Dec. 28, 1974 review: Top albums of 1974

 


What would the end of a year be without a year-end list? 

Dec. 28, 1974 

Rock: Styled Hair, Traded Jeans in ‘74 

THIS WAS THE YEAR that everyone went pop and pop went clean. It’s almost as if the music styled its hair and traded its jeans for something dressier.

          This also was the year that radio turned chicken. Playlists kept getting tighter and less inventive, but good orchestration, as Joni Mitchell proved early on, could get you in anywhere once you made it in Los Angeles.

          Unlike 1973, however, there wasn’t that much bizarre and beautiful stuff that deserved to get a break and didn’t. Sometimes it took a couple months to happen, but many of the albums I cherished through 1974 became enormously popular.

          Here’s the big 10 and some reasons why, plus 20 alternatives that were almost good enough:

          1 – Joni Mitchell, “Court and Spark.” A bold and brilliant plunge into the depth of alienation (“Twisted”) and the need for love without pain (“Help Me.”)

          2 – Stevie Wonder, “Fulfillingness’ First Finale.” An affirmation of faith in survival and all things that make survival better – honesty (“You Haven’t Done Nothin’”) and desire (“Boogie On Reggae Woman”).

          3 – Steely Dan, “Pretzel Logic.” A dark, jazz-influenced exploration of how to retain a small piece of sanity in these paranoid times: “Rikki, Don’t Lose That Number.”

          4 – Bad Company, “Bad Co.” A superstar collaboration on the hardest-rocking session of the year. It was nearly impossible to get enough of “Can’t Get Enough.”

          5 – Tavares, “Hard Core Poetry.” The intricate beauty of their five-part harmonies matched by the crisp but lazy beauty of the Lambert-Potter songs they sing. “She’s Gone,” however, was written by Hall & Oates (see 8).
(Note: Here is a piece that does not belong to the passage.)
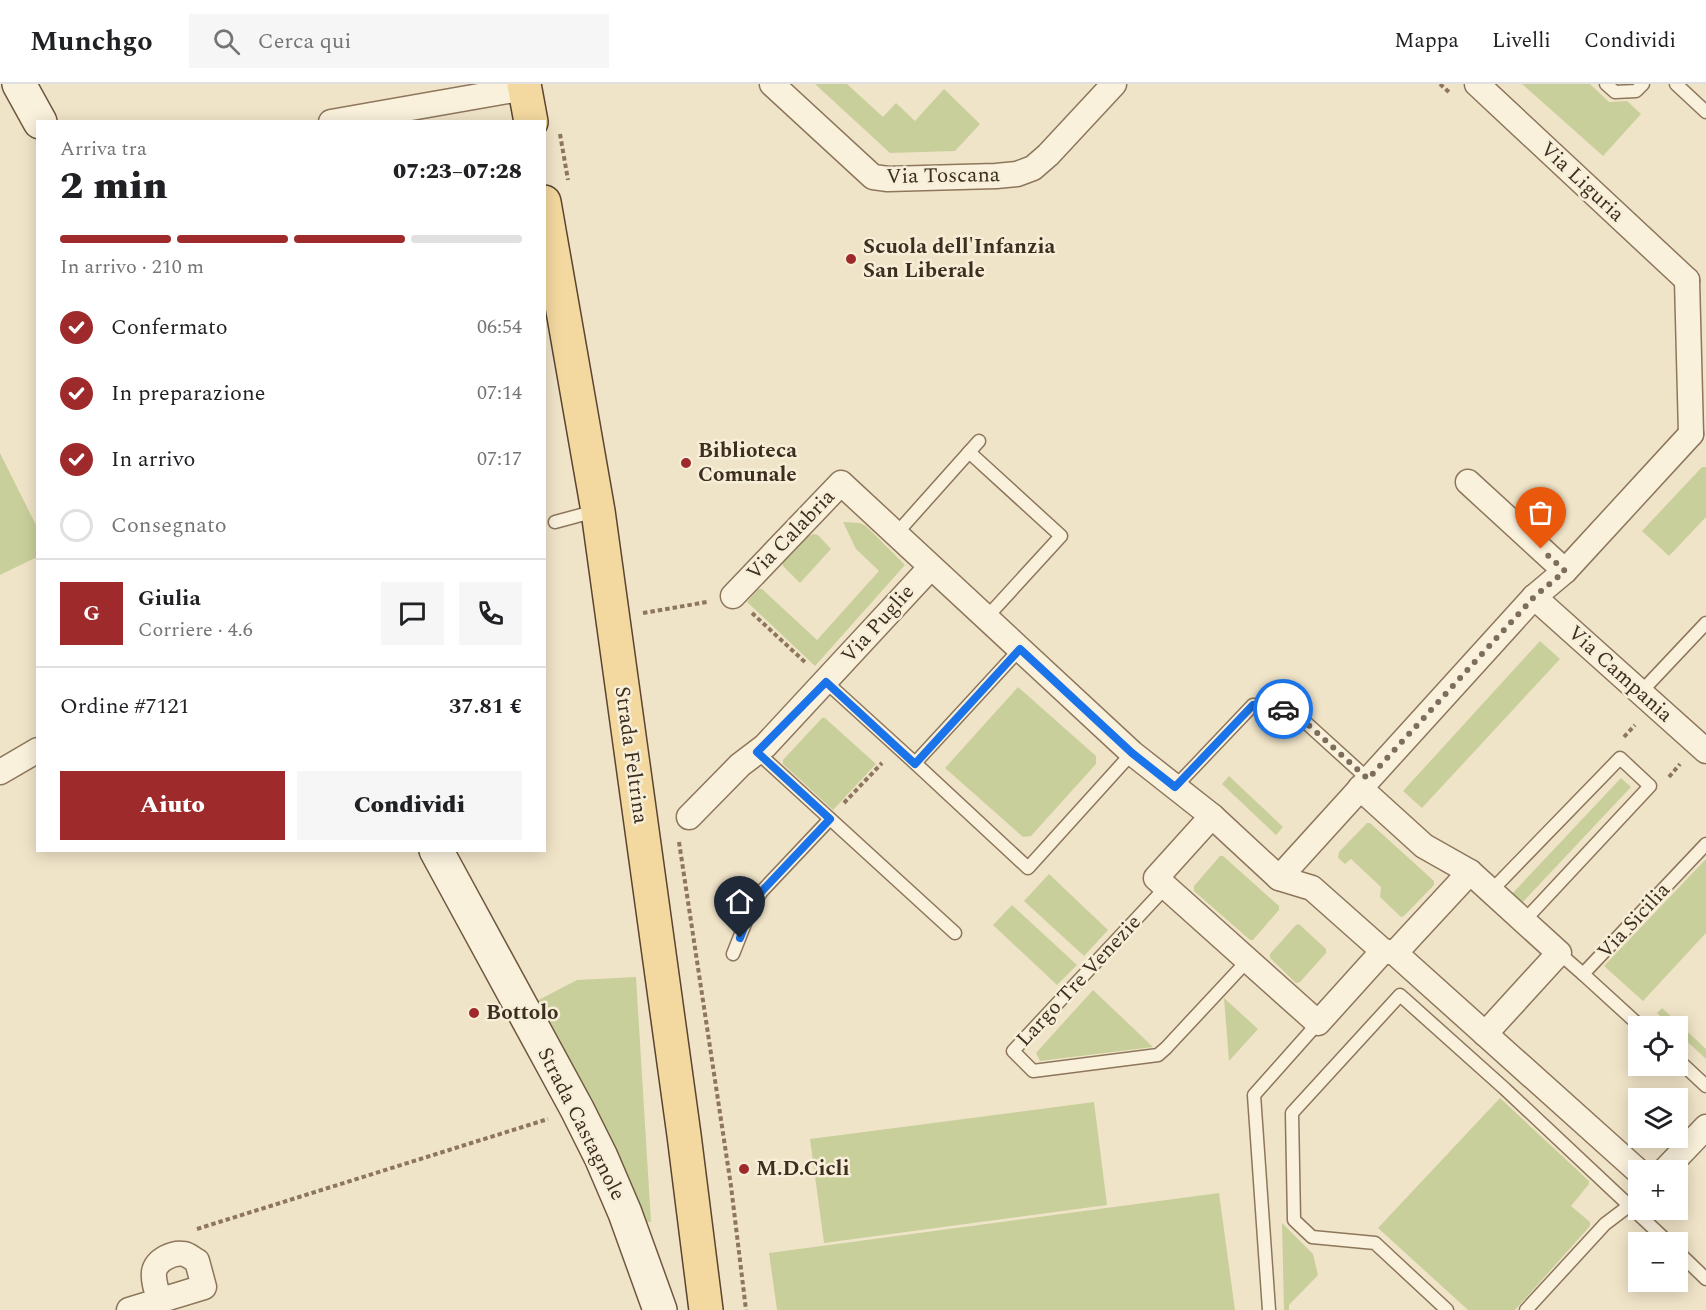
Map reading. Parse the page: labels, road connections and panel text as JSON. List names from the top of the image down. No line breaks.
{"streets":{"main road":["Strada Feltrina","Strada Castagnole"],"street":["Via Toscana","Via Liguria","Via Calabria","Via Puglie","Via Campania","Via Sicilia"],"lane":["Largo Tre Venezie"]},"crossings":[["Via Calabria","Via Puglie"],["Via Calabria","Strada Feltrina"]],"places":["Scuola dell'Infanzia San Liberale","Biblioteca Comunale","Bottolo","M.D.Cicli"],"page":{"header":"Munchgo","search":"Cerca qui","nav":["Mappa","Livelli","Condividi"],"heading":["2 min","Arriva tra","07:23–07:28"],"panel":["Giulia","Corriere · 4.6","Ordine #7121","37.81 €"],"bar":"In arrivo · 210 m","list":[["Confermato","06:54"],["In preparazione","07:14"],["In arrivo","07:17"],"Consegnato"],"round":"G","buttons":["Aiuto","Condividi"],"map_buttons":["+","−"]}}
          6 – Dalton & Dubarri, “Good Head.” A pair of young singer-songwriters with the jackhammer drive and inspiration to be the boogie kings of tomorrow. Credit them with the year’s best bus driver fantasy, “Rapid Transit Tootsie (Take a Ride).”
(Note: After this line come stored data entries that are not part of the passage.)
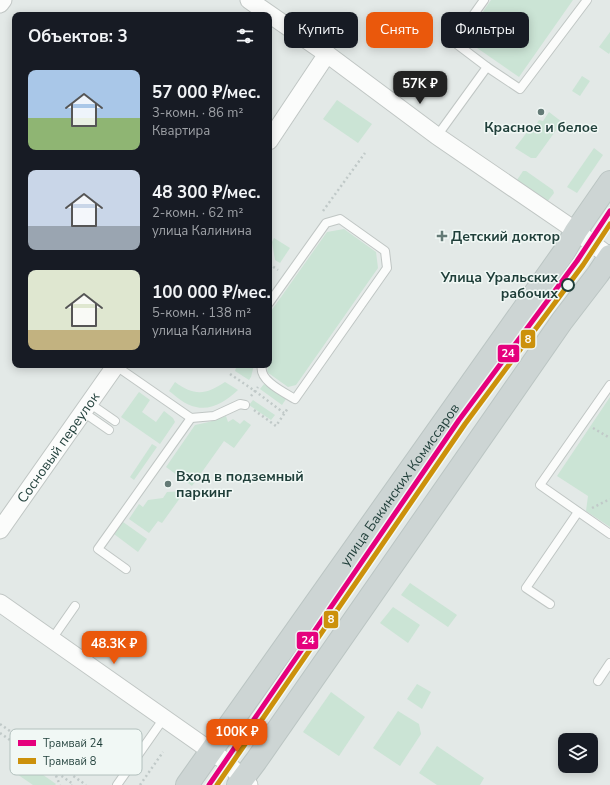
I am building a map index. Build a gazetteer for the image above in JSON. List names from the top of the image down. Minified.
{"streets":{"main road":["улица Бакинских Комиссаров"],"street":["Сосновый переулок"]},"places":{"other":["Красное и белое","Улица Уральских рабочих","Вход в подземный паркинг"],"health":["Детский доктор"]},"lines":["tram line 24","tram line 8"],"legend":["Трамвай 24","Трамвай 8"],"page":{"chip":["Купить","Снять","Фильтры"],"heading":"Объектов: 3","list":[{"name":"57 000 ₽/мес.","note":"3-комн. · 86 m² · Квартира"},{"name":"48 300 ₽/мес.","note":"2-комн. · 62 m² · улица Калинина"},{"name":"100 000 ₽/мес.","note":"5-комн. · 138 m² · улица Калинина"}],"price":["57K ₽","48.3K ₽","100K ₽"]}}
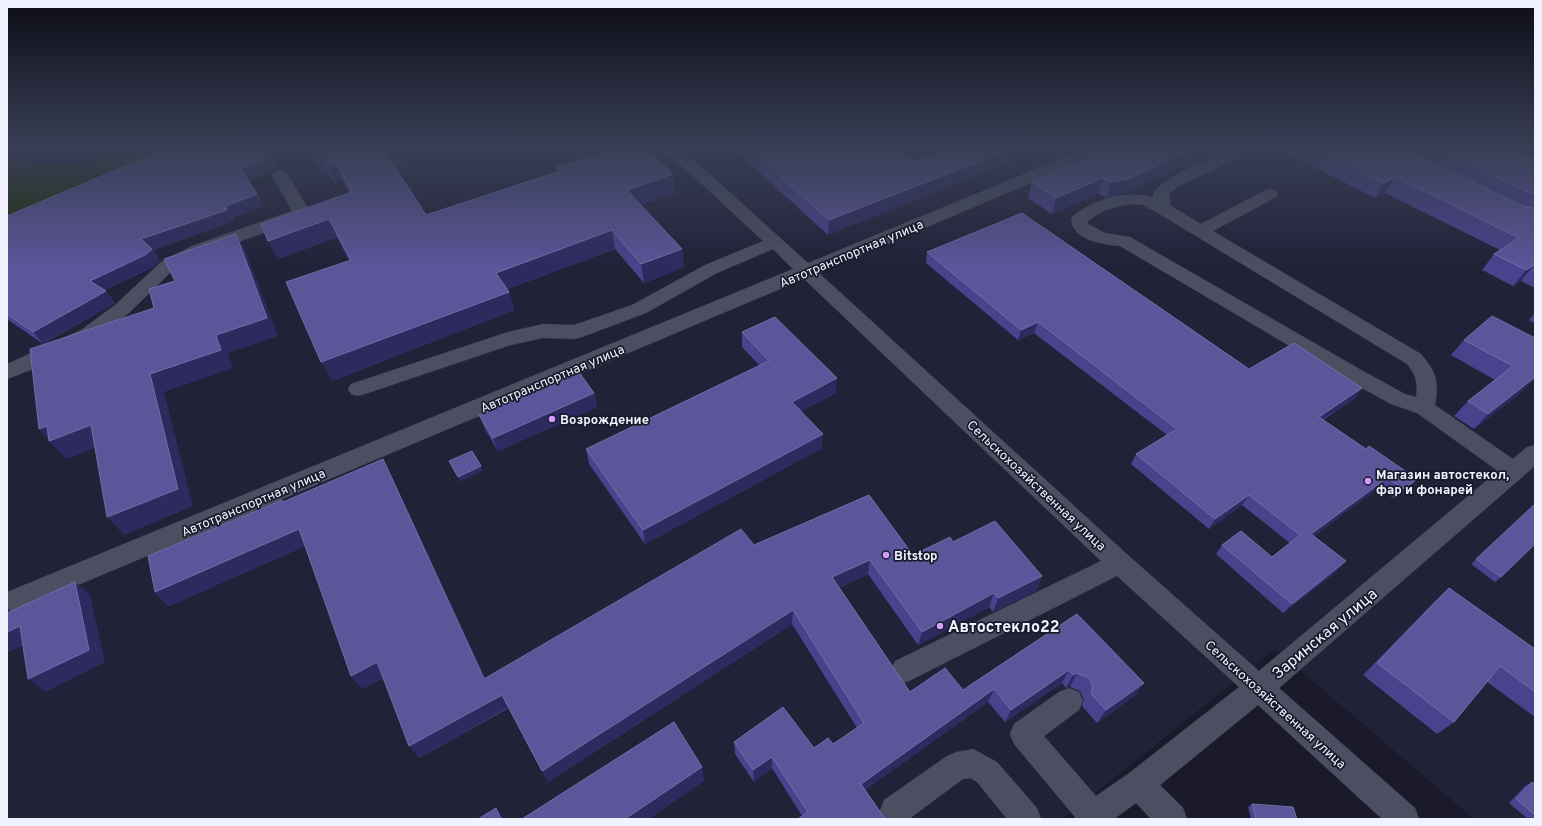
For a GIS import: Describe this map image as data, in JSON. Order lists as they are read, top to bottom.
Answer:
{
  "streets": {
    "street": ["Автотранспортная улица", "Сельскохозяйственная улица", "Заринская улица"]
  },
  "crossings": [
    ["Автотранспортная улица", "Сельскохозяйственная улица"],
    ["Сельскохозяйственная улица", "Заринская улица"]
  ],
  "places": [
    "Возрождение",
    "Магазин автостекол, фар и фонарей",
    "Bitstop",
    "Автостекло22"
  ]
}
          7 – America, “Holiday.” A triumph of mellow California seacoast harmonies and insights. “Oz never gave nothin’ to the Tin Man.”

          8 – Daryl Hall & John Oates, “War Babies.” Two more young singer-songwriters find their necessary grit via Todd Rundgren on a haunting concept album about a burnt-out rock star coping with the ‘70s and the weight of the past.
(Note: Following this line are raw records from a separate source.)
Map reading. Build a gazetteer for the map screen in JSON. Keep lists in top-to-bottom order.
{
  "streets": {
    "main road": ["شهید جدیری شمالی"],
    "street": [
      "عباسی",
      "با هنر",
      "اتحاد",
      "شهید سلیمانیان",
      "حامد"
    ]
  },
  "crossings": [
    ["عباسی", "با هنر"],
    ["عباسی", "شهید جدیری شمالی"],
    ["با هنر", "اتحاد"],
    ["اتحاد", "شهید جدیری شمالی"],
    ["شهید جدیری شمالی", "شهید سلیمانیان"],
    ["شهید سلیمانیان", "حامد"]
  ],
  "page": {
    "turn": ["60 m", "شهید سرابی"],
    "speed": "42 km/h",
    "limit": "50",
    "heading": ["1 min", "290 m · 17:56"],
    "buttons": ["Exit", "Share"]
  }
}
          9 – Elton John, “Caribou.” Pure ‘70s escapist fun. What were we doing during the climactic days of Watergate? Dancing to “The Bitch Is Back.”

          10 – Tymes, “Trustmaker.” Nothing like an old-time Philadelphia group to work magic with vocal doodles. There hasn’t been anything like the title tune since the ‘50s. 

          11 – Robert Klein, “Mind Over Matter.”

          12 – Charlie Daniels Band, “Fire on the Mountain.”

          13 – Graham Central Station, “Release Yourself.”

          14 – Randy Newman, “Good Old Boys.”

          15 – Roxy Music, “Stranded.”

          16 – Millie Jackson, “Caught Up.”

          17 – Linda Ronstadt, “Heart Like a Wheel.”

          18 – Wendy Waldman, “Gypsy Symphony.”

          19 – Phoebe Snow, “Phoebe Snow.”

          20 – Deep Purple, “Stormbringer.”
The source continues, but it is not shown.